Copy every line that holds the string "rows" from the data below.
* * * * * * * * *
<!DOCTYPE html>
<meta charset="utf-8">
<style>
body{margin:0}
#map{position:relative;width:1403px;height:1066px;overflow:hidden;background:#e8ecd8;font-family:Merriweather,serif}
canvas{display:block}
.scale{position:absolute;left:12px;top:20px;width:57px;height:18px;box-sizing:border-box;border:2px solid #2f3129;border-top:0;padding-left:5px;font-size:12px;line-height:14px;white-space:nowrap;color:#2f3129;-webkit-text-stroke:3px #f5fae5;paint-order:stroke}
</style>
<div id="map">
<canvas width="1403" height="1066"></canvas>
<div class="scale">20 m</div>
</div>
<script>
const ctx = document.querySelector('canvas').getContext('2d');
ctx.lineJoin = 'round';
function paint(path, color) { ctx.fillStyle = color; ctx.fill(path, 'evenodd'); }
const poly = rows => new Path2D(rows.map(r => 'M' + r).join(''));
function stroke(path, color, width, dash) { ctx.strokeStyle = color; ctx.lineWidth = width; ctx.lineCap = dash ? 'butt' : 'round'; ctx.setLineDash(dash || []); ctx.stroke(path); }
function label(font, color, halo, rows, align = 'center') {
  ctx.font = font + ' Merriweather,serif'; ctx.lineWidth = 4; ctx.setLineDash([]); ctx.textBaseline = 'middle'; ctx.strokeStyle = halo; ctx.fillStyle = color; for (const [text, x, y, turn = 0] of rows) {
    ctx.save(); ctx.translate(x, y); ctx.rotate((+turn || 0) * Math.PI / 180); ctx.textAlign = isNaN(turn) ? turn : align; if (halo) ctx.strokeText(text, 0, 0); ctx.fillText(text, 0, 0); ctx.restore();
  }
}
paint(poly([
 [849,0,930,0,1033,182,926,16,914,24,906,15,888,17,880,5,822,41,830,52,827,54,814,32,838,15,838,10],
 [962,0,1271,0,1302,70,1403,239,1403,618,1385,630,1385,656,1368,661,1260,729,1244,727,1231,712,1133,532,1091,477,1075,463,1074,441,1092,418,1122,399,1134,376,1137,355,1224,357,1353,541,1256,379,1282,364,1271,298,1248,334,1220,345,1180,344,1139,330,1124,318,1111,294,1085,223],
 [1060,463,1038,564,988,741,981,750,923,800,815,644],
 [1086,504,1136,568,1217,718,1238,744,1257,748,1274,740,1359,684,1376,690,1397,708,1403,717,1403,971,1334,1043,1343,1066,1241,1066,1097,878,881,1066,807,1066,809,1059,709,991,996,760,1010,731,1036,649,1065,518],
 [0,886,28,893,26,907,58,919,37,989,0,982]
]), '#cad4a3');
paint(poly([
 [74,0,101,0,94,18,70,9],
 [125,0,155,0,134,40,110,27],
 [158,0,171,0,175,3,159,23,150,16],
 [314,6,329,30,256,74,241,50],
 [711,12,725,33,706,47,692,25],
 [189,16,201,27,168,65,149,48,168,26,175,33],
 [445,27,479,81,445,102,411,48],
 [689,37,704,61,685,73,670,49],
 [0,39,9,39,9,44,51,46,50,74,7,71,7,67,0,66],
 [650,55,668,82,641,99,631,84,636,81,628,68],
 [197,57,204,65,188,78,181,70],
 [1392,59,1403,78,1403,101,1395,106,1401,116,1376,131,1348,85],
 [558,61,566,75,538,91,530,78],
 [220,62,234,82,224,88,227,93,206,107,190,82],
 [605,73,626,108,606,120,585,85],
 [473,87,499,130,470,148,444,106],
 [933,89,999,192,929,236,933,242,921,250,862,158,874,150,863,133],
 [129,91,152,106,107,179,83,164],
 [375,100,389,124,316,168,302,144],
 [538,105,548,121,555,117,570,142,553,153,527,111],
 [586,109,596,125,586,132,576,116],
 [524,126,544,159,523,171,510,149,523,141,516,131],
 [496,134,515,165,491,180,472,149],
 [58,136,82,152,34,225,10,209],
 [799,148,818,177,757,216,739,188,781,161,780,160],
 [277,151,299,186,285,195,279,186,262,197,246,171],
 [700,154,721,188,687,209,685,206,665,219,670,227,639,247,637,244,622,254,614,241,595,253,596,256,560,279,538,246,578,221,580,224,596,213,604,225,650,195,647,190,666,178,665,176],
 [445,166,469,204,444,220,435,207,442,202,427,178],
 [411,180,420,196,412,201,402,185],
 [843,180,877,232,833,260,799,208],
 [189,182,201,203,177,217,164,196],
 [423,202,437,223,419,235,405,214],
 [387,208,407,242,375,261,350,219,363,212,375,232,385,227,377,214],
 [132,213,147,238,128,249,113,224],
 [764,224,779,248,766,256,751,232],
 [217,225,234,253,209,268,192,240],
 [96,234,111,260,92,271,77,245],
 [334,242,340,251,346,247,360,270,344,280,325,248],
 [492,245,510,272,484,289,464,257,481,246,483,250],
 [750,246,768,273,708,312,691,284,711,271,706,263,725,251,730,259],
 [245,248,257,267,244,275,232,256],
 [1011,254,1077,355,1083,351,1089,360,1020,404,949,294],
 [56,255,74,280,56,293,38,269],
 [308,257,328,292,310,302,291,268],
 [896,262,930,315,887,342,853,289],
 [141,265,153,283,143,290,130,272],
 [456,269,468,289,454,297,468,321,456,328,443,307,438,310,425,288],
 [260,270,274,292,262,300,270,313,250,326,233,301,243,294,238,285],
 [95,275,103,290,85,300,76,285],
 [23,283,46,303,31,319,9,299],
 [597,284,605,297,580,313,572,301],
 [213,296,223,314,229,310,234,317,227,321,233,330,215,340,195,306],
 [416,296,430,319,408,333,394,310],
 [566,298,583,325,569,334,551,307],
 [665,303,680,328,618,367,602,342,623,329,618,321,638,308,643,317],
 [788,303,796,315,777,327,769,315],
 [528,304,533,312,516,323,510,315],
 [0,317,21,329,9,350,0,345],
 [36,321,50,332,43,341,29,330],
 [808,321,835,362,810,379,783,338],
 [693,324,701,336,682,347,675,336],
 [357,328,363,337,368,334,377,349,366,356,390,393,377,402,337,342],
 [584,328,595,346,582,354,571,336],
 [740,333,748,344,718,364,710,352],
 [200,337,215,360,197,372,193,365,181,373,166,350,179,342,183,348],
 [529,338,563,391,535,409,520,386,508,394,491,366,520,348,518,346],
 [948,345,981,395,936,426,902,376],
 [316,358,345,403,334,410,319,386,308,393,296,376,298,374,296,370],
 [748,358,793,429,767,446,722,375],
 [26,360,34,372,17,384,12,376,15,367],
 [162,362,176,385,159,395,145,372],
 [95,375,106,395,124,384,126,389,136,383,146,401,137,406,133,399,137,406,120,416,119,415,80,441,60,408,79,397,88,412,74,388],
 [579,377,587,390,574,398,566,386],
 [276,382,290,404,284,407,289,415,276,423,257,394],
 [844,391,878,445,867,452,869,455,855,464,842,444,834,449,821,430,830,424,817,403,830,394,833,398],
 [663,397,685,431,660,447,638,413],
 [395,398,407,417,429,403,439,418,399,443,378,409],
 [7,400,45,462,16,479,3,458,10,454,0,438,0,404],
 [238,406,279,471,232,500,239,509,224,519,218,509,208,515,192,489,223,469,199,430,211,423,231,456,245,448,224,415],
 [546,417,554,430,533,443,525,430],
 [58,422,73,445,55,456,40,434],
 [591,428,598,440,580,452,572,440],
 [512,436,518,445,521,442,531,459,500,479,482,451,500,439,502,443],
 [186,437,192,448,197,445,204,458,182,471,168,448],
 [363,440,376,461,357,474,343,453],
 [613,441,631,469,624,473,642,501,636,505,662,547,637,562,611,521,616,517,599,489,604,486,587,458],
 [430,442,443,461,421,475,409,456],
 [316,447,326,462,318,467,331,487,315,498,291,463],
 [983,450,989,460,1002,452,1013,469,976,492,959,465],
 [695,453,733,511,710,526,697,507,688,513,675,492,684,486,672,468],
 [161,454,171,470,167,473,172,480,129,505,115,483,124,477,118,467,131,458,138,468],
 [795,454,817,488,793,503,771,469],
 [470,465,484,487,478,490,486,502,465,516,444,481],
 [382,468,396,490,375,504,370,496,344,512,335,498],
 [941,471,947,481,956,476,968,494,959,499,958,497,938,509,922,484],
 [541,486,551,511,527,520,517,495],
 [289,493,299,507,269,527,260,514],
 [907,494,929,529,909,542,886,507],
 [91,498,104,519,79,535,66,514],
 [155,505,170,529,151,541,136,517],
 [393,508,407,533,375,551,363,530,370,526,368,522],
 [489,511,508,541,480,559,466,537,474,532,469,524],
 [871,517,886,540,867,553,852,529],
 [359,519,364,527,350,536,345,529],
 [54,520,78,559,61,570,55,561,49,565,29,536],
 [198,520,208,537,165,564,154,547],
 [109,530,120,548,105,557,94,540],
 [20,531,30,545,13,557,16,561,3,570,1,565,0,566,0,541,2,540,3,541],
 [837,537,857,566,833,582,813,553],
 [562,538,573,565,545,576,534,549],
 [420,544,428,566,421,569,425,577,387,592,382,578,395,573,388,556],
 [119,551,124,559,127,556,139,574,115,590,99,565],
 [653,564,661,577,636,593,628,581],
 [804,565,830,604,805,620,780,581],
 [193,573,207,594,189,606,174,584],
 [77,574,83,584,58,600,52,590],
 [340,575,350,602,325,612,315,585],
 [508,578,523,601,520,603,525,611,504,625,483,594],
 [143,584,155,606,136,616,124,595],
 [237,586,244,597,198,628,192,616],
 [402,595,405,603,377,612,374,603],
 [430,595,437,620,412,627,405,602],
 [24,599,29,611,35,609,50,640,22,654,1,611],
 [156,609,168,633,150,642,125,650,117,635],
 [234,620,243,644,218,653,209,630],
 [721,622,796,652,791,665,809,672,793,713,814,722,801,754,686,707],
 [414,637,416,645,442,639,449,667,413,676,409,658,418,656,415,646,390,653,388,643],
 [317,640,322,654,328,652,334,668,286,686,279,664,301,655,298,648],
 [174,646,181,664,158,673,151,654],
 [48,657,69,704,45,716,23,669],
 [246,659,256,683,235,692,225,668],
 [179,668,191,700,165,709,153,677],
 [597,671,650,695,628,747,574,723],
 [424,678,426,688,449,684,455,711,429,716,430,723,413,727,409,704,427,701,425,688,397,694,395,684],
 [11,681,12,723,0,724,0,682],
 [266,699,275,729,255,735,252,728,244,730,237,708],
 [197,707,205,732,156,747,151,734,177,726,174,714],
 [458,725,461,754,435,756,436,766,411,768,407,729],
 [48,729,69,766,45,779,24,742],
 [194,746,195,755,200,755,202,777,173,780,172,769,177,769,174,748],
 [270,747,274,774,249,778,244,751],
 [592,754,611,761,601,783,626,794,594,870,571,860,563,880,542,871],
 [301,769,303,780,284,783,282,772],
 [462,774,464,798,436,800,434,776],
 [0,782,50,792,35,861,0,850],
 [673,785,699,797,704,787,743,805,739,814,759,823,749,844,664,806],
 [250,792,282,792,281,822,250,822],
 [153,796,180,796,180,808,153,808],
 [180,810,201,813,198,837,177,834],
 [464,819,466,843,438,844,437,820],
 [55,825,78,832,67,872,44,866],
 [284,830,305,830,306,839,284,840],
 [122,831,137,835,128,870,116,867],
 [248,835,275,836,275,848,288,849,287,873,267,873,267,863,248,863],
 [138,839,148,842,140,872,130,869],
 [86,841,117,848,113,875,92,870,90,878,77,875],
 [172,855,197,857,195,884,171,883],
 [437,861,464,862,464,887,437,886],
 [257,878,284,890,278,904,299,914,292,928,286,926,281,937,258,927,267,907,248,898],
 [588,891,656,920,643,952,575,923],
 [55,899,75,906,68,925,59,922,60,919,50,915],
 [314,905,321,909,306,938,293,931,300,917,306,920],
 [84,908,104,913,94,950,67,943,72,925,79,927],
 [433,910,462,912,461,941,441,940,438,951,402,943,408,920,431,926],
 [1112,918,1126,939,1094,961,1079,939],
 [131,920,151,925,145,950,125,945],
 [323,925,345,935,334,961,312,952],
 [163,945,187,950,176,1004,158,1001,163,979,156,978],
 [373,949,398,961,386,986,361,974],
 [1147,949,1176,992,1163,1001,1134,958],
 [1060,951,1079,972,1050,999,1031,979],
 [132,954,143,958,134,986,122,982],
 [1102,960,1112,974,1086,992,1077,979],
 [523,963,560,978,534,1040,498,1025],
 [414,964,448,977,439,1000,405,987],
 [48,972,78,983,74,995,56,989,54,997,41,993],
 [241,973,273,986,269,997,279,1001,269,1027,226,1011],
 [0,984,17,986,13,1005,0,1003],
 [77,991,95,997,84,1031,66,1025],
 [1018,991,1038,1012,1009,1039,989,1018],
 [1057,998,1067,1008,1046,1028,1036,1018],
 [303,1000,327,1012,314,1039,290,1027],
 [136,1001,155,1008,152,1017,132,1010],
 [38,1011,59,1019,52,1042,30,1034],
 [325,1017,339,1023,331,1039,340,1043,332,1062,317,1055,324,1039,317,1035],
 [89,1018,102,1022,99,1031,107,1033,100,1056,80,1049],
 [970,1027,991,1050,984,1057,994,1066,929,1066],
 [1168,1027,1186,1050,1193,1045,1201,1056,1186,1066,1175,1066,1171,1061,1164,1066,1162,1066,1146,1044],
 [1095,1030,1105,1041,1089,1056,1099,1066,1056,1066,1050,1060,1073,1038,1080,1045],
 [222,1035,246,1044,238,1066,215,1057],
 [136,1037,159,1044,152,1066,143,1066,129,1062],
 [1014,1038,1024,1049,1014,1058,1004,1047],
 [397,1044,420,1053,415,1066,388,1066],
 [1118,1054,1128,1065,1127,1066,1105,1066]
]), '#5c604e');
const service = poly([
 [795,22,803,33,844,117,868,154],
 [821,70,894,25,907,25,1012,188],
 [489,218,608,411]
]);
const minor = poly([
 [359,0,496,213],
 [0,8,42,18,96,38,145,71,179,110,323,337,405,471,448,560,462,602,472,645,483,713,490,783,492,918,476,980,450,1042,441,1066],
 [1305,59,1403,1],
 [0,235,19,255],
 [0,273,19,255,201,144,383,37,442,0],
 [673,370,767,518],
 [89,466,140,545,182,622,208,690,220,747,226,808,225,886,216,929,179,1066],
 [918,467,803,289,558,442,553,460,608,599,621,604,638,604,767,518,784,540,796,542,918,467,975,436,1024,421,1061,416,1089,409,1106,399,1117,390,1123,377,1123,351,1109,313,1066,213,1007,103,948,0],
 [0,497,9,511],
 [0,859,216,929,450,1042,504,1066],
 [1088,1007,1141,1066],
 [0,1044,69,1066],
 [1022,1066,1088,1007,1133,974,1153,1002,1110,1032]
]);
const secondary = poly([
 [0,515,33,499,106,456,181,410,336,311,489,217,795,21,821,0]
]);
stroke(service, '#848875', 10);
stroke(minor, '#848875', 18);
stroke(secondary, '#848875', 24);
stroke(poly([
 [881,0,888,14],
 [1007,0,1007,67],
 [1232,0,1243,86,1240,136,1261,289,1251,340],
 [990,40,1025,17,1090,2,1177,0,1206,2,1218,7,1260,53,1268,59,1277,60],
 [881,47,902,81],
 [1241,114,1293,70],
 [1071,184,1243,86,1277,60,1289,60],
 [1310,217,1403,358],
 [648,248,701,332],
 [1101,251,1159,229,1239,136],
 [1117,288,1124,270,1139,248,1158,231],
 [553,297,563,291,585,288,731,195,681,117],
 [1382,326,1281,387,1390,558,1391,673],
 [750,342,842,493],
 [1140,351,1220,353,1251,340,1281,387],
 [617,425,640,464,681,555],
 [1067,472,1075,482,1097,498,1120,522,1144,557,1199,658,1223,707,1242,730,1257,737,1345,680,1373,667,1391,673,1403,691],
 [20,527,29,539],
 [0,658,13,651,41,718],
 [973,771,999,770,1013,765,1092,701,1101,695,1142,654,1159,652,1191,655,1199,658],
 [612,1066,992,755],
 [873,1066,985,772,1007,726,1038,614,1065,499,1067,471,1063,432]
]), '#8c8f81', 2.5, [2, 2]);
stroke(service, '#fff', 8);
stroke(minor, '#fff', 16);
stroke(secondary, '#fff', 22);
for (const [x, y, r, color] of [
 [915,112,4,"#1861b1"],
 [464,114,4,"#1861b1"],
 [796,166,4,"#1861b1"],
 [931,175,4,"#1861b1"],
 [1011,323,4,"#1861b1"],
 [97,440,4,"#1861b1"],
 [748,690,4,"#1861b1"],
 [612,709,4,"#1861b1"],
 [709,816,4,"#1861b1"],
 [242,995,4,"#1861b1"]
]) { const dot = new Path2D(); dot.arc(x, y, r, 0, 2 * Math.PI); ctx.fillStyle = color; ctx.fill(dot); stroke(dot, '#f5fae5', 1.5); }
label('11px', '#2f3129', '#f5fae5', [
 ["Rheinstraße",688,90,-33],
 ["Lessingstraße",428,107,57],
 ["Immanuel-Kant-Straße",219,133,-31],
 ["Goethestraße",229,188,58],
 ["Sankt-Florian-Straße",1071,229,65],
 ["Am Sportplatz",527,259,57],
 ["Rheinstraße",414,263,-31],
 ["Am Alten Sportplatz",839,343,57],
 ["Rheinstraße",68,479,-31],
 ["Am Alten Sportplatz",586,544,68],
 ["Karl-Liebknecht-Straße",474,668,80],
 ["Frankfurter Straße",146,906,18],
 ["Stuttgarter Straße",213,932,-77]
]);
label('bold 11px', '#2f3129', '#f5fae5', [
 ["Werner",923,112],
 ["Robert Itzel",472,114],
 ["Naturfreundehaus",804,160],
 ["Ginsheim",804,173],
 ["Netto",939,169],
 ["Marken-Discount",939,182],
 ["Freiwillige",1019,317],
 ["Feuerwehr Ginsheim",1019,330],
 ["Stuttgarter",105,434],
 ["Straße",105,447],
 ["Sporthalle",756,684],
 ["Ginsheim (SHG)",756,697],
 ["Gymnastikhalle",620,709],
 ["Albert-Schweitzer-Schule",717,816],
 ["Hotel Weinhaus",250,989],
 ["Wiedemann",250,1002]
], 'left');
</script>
* * * * * * * * *
(Result)
const poly = rows => new Path2D(rows.map(r => 'M' + r).join(''));
function label(font, color, halo, rows, align = 'center') {
  ctx.font = font + ' Merriweather,serif'; ctx.lineWidth = 4; ctx.setLineDash([]); ctx.textBaseline = 'middle'; ctx.strokeStyle = halo; ctx.fillStyle = color; for (const [text, x, y, turn = 0] of rows) {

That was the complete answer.